Task to complete —
Tally the lines of the data below that contain the string "roads". Give the tally and nothing else.

Segment Start: Records to process

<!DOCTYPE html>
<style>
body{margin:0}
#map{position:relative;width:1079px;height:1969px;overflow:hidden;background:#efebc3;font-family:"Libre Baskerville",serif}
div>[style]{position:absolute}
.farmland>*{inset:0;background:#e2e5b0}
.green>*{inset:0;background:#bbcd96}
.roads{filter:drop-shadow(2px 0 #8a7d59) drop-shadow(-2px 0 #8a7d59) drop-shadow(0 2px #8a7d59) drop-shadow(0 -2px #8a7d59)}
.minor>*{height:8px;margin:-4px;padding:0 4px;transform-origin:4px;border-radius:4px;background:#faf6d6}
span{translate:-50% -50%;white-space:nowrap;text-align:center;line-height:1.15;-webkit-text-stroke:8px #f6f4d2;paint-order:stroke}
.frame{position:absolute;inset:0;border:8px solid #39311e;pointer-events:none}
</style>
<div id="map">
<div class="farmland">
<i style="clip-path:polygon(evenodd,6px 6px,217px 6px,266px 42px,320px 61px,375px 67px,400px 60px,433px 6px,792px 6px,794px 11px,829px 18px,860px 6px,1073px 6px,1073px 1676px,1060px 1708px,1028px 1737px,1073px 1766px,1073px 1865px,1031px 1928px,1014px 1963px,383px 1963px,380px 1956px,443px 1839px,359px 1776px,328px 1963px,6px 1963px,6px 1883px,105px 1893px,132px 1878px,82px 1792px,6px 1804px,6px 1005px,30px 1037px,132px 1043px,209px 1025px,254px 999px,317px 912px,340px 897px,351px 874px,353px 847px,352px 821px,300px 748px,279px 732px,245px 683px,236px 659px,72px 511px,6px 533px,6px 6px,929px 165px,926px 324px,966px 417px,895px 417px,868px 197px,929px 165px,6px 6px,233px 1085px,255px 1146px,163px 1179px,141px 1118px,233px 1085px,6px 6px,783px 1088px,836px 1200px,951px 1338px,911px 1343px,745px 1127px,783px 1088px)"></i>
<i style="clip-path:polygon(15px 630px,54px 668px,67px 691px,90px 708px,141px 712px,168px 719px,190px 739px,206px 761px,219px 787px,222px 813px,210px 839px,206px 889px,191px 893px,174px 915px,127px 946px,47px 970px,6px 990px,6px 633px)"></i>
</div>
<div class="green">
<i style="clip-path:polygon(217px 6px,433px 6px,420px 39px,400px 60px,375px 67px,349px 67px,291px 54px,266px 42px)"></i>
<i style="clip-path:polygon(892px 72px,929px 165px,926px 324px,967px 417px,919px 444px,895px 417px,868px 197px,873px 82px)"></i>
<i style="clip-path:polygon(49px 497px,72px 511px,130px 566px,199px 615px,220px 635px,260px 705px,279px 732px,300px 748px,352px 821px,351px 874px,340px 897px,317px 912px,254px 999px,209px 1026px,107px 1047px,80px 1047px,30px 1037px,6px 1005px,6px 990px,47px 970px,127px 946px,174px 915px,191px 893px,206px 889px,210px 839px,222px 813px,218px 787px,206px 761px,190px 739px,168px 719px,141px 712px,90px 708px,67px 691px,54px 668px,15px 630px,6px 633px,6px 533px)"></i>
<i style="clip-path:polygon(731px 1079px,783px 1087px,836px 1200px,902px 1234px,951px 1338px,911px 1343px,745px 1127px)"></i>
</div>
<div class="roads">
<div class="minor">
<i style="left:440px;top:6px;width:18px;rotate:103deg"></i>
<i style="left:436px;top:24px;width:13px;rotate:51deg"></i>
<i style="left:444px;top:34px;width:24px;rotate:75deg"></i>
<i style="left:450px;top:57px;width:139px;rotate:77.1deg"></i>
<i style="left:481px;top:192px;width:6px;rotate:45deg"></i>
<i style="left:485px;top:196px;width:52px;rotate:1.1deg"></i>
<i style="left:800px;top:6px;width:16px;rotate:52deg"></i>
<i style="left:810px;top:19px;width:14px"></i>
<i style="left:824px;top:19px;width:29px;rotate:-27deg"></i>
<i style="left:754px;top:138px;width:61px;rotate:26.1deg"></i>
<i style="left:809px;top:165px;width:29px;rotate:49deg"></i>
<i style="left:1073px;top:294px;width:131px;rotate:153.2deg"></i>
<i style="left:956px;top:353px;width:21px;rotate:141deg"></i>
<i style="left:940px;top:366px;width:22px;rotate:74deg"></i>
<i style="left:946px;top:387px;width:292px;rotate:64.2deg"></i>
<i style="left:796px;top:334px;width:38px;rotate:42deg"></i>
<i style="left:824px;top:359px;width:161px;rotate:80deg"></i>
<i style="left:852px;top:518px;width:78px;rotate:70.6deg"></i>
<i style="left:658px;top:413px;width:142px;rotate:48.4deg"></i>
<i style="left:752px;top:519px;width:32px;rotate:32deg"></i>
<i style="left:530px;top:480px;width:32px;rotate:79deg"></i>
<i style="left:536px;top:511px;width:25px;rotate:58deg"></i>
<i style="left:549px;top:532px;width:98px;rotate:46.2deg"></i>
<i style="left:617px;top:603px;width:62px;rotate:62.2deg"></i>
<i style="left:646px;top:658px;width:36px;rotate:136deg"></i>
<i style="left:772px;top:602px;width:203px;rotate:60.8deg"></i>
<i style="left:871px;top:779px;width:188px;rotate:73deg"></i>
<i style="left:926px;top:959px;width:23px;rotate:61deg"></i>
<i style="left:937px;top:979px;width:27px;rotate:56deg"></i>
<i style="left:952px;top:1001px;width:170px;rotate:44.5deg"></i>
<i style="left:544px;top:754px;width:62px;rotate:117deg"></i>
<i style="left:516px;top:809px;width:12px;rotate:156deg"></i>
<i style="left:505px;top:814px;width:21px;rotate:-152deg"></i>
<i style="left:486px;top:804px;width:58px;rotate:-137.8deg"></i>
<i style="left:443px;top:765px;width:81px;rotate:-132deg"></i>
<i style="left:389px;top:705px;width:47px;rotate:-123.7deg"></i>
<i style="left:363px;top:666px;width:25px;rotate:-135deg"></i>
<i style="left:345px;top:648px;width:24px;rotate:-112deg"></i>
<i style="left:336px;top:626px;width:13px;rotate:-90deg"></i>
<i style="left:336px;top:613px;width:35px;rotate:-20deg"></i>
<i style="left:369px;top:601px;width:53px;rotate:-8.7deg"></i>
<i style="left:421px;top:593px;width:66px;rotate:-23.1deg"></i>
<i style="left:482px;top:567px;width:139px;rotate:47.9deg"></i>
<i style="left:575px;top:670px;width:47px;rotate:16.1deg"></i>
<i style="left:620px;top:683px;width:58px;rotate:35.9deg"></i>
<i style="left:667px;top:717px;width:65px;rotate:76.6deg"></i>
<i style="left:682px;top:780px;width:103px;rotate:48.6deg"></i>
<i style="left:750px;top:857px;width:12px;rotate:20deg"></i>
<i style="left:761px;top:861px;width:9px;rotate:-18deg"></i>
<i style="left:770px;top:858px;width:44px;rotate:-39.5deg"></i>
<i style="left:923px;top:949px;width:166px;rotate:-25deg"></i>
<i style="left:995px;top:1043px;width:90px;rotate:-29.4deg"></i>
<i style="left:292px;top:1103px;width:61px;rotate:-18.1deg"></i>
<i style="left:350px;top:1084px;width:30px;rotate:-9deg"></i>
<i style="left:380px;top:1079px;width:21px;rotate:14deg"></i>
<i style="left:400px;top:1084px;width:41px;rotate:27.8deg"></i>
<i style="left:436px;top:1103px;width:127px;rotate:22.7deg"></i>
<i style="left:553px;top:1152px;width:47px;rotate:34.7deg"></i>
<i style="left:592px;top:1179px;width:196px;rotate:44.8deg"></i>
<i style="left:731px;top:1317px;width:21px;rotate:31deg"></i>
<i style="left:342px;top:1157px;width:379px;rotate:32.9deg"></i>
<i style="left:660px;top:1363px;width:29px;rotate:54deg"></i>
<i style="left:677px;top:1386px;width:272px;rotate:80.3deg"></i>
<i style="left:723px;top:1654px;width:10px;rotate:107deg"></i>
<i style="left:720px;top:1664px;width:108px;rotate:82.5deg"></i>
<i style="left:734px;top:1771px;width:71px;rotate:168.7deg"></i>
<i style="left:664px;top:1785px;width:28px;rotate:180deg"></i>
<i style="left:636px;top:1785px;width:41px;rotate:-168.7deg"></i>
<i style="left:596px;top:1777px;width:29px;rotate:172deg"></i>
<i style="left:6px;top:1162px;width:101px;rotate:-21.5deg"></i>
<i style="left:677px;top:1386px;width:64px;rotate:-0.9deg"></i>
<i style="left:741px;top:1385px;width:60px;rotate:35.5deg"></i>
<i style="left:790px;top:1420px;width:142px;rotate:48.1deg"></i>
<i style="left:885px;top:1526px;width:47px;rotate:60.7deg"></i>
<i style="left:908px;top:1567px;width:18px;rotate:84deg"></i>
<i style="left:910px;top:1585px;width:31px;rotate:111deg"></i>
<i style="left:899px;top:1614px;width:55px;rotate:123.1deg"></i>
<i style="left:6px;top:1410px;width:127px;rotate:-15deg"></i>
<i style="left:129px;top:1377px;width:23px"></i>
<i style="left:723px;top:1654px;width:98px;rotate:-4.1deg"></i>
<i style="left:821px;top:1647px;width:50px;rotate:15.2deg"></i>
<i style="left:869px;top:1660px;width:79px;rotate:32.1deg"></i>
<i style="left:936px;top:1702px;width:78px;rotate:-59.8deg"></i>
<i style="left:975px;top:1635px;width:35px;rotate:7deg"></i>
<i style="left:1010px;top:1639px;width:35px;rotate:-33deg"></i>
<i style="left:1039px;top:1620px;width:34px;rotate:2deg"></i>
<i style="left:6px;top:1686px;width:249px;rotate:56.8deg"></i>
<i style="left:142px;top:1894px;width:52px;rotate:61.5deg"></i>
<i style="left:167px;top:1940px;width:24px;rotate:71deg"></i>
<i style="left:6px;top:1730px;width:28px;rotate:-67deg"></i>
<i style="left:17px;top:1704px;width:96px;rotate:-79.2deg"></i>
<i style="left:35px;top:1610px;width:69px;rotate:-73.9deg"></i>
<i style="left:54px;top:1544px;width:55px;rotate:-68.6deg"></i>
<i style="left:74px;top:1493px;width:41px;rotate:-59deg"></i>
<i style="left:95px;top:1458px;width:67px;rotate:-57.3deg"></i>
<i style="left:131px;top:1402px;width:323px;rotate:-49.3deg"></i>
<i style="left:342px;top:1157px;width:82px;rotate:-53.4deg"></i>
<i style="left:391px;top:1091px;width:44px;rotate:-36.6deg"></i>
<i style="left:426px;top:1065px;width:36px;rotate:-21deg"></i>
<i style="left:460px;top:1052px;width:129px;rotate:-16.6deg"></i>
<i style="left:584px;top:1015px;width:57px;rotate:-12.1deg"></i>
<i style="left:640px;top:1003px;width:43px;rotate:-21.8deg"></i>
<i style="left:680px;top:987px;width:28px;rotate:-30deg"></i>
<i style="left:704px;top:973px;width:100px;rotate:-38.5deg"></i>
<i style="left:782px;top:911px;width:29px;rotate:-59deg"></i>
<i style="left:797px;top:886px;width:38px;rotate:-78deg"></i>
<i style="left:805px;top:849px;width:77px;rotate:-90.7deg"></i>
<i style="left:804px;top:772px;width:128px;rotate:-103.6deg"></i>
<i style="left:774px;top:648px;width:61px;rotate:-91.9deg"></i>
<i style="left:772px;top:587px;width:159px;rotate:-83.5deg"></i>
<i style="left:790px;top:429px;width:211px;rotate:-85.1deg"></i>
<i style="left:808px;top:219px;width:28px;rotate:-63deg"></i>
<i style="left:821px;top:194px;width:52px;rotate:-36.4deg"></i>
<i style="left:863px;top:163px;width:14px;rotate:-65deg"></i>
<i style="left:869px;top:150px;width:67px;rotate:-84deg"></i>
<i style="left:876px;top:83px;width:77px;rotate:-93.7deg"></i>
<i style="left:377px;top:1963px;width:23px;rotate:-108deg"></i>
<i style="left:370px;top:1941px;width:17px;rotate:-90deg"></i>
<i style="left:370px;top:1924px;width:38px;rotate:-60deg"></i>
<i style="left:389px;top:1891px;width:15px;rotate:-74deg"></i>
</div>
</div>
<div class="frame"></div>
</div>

Segment End: Records to process

Answer box —
2